High levels of insulin in the blood have been known to be associated with bad outcomes in breast cancer, and a recent study by Imperial College London’s Marc J. Gunter, Ph.D., et al found that elevated insulin levels could be a risk factor even in normal-sized women. Another study by National Cancer Institute investigator Britton Trabert, Ph.D., found that a diagnosis of metabolic syndrome was associated with higher risk of endometrial cancer, regardless of whether the woman was considered obese. Dannenberg suspects that occult adipose inflammation is contributing to insulin resistance and the development of cancer even in normal-sized women.
“The good news is, this is potentially targetable, with diet, lifestyle and pharmacological interventions.”
Caloric restriction has been shown to shrink adipose cells and decrease inflammation in mice, he said. Maintaining a healthy lifestyle is one of the best strategies for cancer prevention, and Dannenberg said these revelations about the hidden risk among those who appear healthy underscores its importance even more.
Dannenberg and his collaborators at Memorial Sloan Kettering have now expanded their breast cancer inflammation study to include another 100 women.
Expanding focus
A $1 million grant from the Prostate Cancer Foundation is also enabling the research team to apply their discoveries to prostate cancer, where the existence of excess fat around the organ – periprostatic adipose – has been connected to more aggressive disease.
They have already found a correlation between inflammation and high-grade prostate cancer. Consistent with the findings in the breast adipose study, approximately one-third of normal-sized men had evidence of periprostatic inflammation.
“More evidence that you can’t judge by size,” Dannenberg said.
Obesity has also been linked to worse prognosis in squamous cell carcinoma of the tongue, an organ with its own adipose tissue.

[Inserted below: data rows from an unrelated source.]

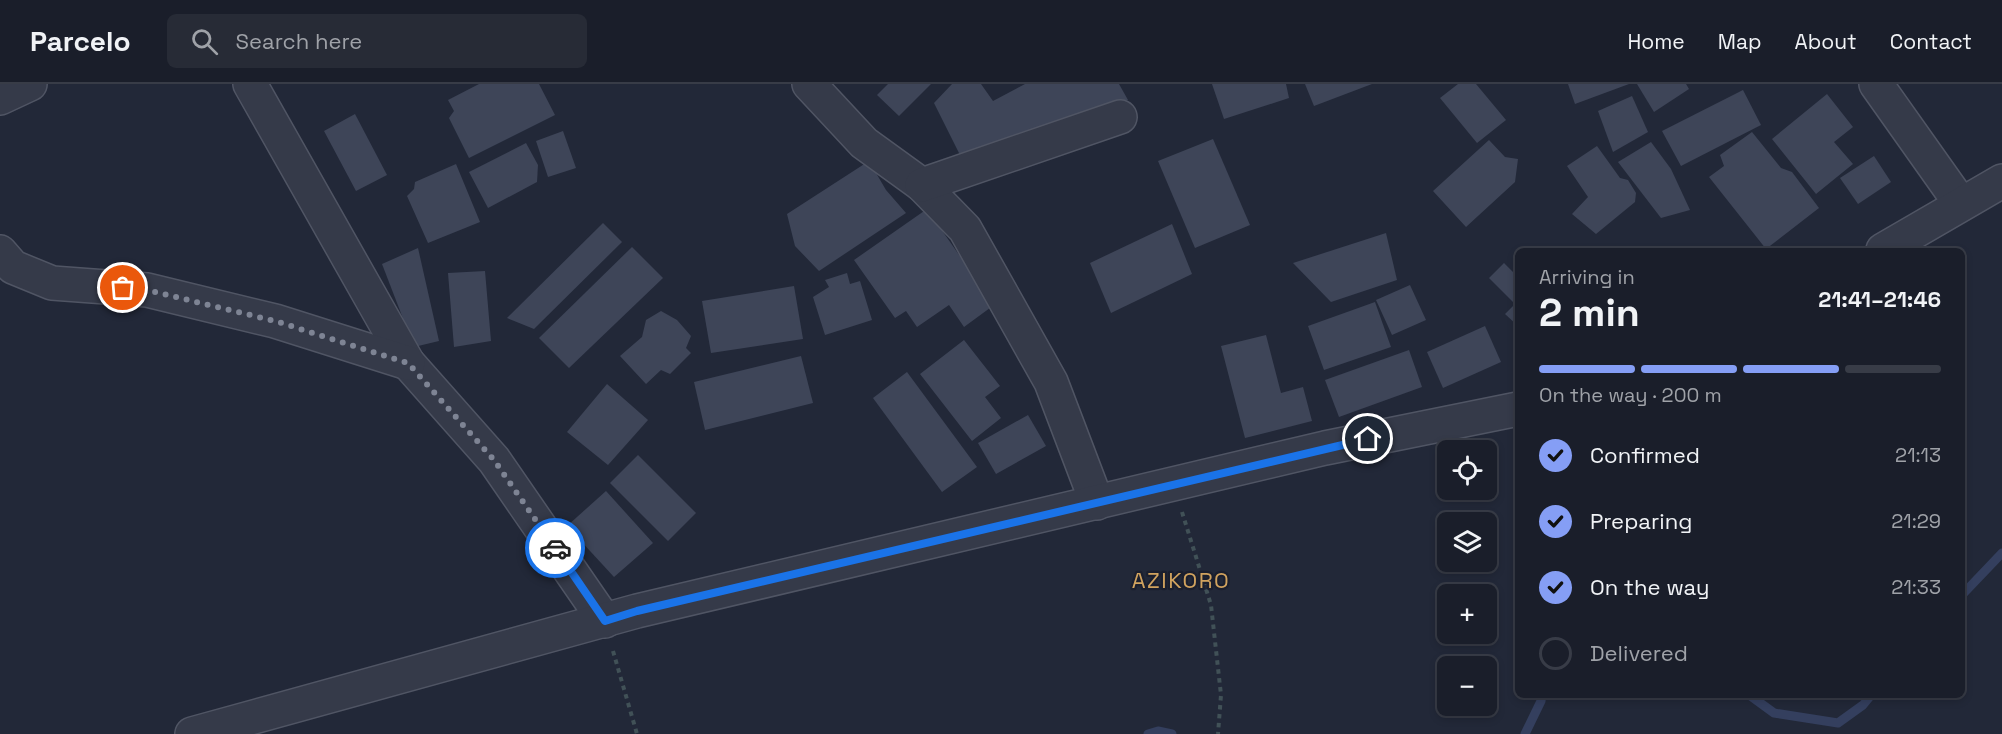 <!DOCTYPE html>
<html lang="en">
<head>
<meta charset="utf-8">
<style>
	body { margin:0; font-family:"Space Grotesk",sans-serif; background:#272b36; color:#f1f3f6; height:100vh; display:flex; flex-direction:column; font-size:22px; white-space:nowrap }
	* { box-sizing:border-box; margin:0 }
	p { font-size:20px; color:#9fa2a8 }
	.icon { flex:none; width:33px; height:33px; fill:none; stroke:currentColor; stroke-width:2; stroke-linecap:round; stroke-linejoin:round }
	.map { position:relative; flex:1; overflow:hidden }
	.side { position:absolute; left:1515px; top:164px; width:450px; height:450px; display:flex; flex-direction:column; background:#1a1e2a; border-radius:9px; box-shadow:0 3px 9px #0003,0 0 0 2px #383c47 }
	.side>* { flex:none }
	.buttons { position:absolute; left:1437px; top:356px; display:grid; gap:12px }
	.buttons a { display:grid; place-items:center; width:60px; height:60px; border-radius:9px; background:#1a1e2a; box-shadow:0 3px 9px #0003,0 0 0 2px #383c47; font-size:30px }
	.pin { position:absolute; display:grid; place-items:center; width:51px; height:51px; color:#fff; margin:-26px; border:3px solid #fff; border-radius:50%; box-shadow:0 2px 6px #0007 }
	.courier { position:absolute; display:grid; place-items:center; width:60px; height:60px; margin:-30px; border:4px solid #1a73e8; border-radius:50%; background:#fff; color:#222; box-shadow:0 2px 8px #0007 }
	.headline em { font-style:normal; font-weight:700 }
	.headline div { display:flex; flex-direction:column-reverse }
	.headline { display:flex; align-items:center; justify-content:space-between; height:102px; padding:0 24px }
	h1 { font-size:39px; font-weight:700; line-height:45px }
	.bar { display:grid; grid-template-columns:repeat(4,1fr); gap:9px 6px; align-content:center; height:72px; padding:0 24px }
	.bar i { height:8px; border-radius:4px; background:#383c47 }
	.bar .current { background:#859ef5 }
	.bar p { grid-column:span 4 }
	ol { padding:0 24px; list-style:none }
	li { display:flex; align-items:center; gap:18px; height:66px }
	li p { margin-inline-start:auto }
	li .icon { padding:6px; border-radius:50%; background:#859ef5; color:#111; stroke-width:4 }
	li:last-child { color:#9fa2a8 }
	li i { width:33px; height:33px; border:3px solid #383c47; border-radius:50% }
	header { display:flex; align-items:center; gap:36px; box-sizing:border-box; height:84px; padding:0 30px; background:#1a1e2a; border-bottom:2px solid #383c47 }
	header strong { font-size:28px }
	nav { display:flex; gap:33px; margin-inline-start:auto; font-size:21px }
	.search { width:420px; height:54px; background:#272b36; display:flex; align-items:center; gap:15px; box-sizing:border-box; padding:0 21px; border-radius:9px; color:#9fa2a8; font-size:22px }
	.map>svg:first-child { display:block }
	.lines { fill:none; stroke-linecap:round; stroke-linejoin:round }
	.stream { stroke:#343f5e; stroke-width:9 }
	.building { fill:#3e4558 }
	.minor-casing { stroke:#505564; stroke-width:36 }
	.path { stroke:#415157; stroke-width:4; stroke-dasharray:4.5 4.5; stroke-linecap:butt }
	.minor { stroke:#353a49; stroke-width:33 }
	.done { stroke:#7e8494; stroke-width:6; stroke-dasharray:0 10.8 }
	.route { stroke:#1a73e8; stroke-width:8 }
	.labels { text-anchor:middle; stroke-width:4.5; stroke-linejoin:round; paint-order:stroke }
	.quarter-label { font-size:22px; letter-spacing:1.5px; fill:#d1a35f; stroke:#1b1f2e }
</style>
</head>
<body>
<header>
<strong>Parcelo</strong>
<div class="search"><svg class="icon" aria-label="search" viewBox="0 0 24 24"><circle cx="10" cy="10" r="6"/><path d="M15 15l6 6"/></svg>Search here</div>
<nav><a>Home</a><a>Map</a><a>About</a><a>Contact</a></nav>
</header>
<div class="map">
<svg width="2002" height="650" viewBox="0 0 2002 650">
	<rect width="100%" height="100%" fill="#222838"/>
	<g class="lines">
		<g class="stream">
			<polyline points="1962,511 2002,469"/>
			<polyline points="1748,610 1774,629 1838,639 1863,621 1872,610"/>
			<polyline points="1148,650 1158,647 1172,650"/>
			<polyline points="1525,650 1541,617 1542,610"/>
		</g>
	</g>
	<g class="building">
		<polygon points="479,0 539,0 555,31 469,74 449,34 454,27 448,16"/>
		<polygon points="888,0 931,0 899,32 877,11"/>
		<polygon points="952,0 981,0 993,17 1025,0 1119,0 1128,16 964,79 934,19"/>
		<polygon points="1212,0 1286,0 1289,14 1224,35"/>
		<polygon points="1305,0 1372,0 1314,22"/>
		<polygon points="1458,0 1476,0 1506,36 1477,59 1440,14"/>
		<polygon points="1568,0 1629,0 1575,20"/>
		<polygon points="1637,0 1686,0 1689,5 1654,28"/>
		<polygon points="1743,6 1761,41 1681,82 1662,47"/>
		<polygon points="1827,10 1853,43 1834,58 1853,80 1816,110 1772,55"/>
		<polygon points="1632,12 1648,48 1613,68 1598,27"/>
		<polygon points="355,30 387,91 356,107 324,47"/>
		<polygon points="563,47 576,84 548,93 536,57"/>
		<polygon points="1752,48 1781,84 1792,88 1819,124 1766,165 1709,93 1724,82 1720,71"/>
		<polygon points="1213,55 1250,141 1195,164 1158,77"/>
		<polygon points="1489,56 1505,73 1518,75 1515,98 1466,143 1433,107"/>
		<polygon points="1651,58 1671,85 1690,126 1661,134 1618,78"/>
		<polygon points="526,59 538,81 537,98 488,124 469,88"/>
		<polygon points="1597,62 1620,94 1628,96 1636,109 1635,118 1596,150 1572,130 1588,113 1567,82"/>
		<polygon points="1874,72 1891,98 1858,120 1840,94"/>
		<polygon points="869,77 886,106 906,129 819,187 795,162 787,130"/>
		<polygon points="456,80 480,138 428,159 407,112 414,105 415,98"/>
		<polygon points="927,125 994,221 964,243 949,221 917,243 906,227 895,234 854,176"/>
		<polygon points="603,139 622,158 534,245 507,234"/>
		<polygon points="1172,140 1192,190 1111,229 1090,179"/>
		<polygon points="1386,149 1397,196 1331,218 1293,179"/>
		<polygon points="632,163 663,194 569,284 539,254"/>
		<polygon points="418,164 439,257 414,263 382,180"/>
		<polygon points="1504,179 1518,193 1518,242 1505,230 1515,220 1489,194"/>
		<polygon points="485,187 491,257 454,263 448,189"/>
		<polygon points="847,189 850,200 860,197 872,236 825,251 813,213 829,203 825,196"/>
		<polygon points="1410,201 1426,236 1392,251 1376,216"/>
		<polygon points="794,202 803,255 711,269 702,217"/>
		<polygon points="1375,218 1391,263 1324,286 1308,242"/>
		<polygon points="661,227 677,236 691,252 686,264 691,269 670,290 661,286 646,300 620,272 642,253 646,236"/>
		<polygon points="1485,242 1501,278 1443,304 1427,268"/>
		<polygon points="1266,251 1281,309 1303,303 1312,337 1245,354 1221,262"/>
		<polygon points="964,256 1000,302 985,313 1001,334 972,357 920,290"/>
		<polygon points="1409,266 1422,303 1339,333 1325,296"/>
		<polygon points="801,272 813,319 705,346 694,298"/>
		<polygon points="907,288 977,383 942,408 873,314"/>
		<polygon points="607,300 648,336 608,381 567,348"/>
		<polygon points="1028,331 1046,362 996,390 978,359"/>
		<polygon points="638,371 696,429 668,457 610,399"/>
		<polygon points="606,407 653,459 614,493 567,442"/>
	</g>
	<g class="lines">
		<defs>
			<g id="minor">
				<polyline points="250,0 408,279 494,376 605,537"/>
				<polyline points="809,0 864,59 922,101 965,145 1051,298 1097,419"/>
				<polyline points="1876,0 1961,120"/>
				<polyline points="0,14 30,0"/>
				<polyline points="922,101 1120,33"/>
				<polyline points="1883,166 2002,97"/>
				<polyline points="0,168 13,183 52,199 147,206 275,237 408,279"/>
				<polyline points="192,650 637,527 1325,364 1518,325"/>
			</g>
		</defs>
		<use href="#minor" class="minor-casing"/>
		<g class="path">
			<polyline points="1182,428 1211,521 1221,611 1218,650"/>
			<polyline points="613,567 637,650"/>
		</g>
		<use href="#minor" class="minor"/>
	</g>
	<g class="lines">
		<polyline class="done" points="123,204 147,206 275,237 408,279 494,376 555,464"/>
		<polyline class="route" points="555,464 605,537 637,527 1368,355"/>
	</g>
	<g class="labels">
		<g class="quarter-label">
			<text x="1181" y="504">AZIKORO</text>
		</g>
	</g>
</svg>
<div class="buttons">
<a><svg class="icon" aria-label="locate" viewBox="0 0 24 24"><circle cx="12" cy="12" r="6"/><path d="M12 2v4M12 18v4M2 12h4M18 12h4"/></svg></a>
<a><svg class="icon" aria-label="layers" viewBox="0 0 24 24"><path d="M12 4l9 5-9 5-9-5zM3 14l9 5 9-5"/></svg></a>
<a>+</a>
<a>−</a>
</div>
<div class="pin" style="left:123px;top:204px;background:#ea580c"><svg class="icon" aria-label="bag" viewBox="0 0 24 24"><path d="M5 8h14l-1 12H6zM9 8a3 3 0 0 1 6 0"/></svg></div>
<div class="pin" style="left:1368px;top:355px;background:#1f2937"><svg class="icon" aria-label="home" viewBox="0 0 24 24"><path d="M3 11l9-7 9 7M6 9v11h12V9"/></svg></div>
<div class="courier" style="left:555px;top:464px"><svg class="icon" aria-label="car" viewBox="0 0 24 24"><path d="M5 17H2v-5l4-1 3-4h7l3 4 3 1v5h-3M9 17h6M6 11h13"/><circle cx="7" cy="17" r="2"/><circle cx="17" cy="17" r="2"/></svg></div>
<section class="side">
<div class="headline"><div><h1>2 min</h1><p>Arriving in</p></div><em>21:41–21:46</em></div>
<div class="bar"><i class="current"></i><i class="current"></i><i class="current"></i><i></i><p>On the way · 200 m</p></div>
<ol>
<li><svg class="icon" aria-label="check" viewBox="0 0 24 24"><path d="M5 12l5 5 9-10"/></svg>Confirmed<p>21:13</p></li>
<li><svg class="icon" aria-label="check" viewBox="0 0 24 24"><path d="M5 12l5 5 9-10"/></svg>Preparing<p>21:29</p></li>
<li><svg class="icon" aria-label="check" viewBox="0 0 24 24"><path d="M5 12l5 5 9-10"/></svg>On the way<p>21:33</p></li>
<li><i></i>Delivered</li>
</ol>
</section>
</div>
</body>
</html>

Dannenberg is studying whether inflammation is the key culprit, and early indicators suggest it does play a role.
In a study recently presented at the European Society of Medical Oncology (ESMO), crown-like structures of the tongue were linked with poorer outcomes. This suggests that in the case of individuals with tongue inflammation, clinicians may want to reconsider the “watchful waiting” approach often taken when a patient appears to be free of disseminated disease at the time of surgery.
In such cases, determining whether inflammation is present could be invaluable to help direct clinical decisions, Dannenberg said.
Since occult adipose inflammation is common and associated with diabetes, cardiovascular disease and cancer, non-invasive diagnostic tests are needed. Working with Xi Kathy Zhou, Ph.D., associate professor of biostatistics in healthcare policy and research, and the Memorial Sloan Kettering team, he has identified a handful of molecules in blood that appear to be sensitive and specific when it comes to identifying white adipose tissue inflammation. Armed with this information and a $250,000 grant from the Prevent Cancer Foundation, his team is carrying out a validation study. The long-term goal is to develop a blood test to diagnose inflamed fat, which would be more reliable than BMI, much less invasive than a breast biopsy, and could have future applications for other conditions.
The biology of inflamed adipose tissues is complex, with numerous differentially expressed genes, Dannenberg said. Identifying the mechanisms by which it may initiate or drive disease has been difficult, but he believes it may be common across many cancers. His hope is that an increased understanding of local and systemic consequences of adipose inflammation will lead to new risk reduction and treatment strategies for patients.
“I think we’re proving that adipose inflammation is contributing to tumor progression, by helping to create a tumor-promoting microenvironment,” Dannenberg said. “Adipose inflammation could prove to be clinically important for the development and progression of a range of cancers. There’s strong clinical evidence for tongue and breast, and what could be more different than tongue and breast?”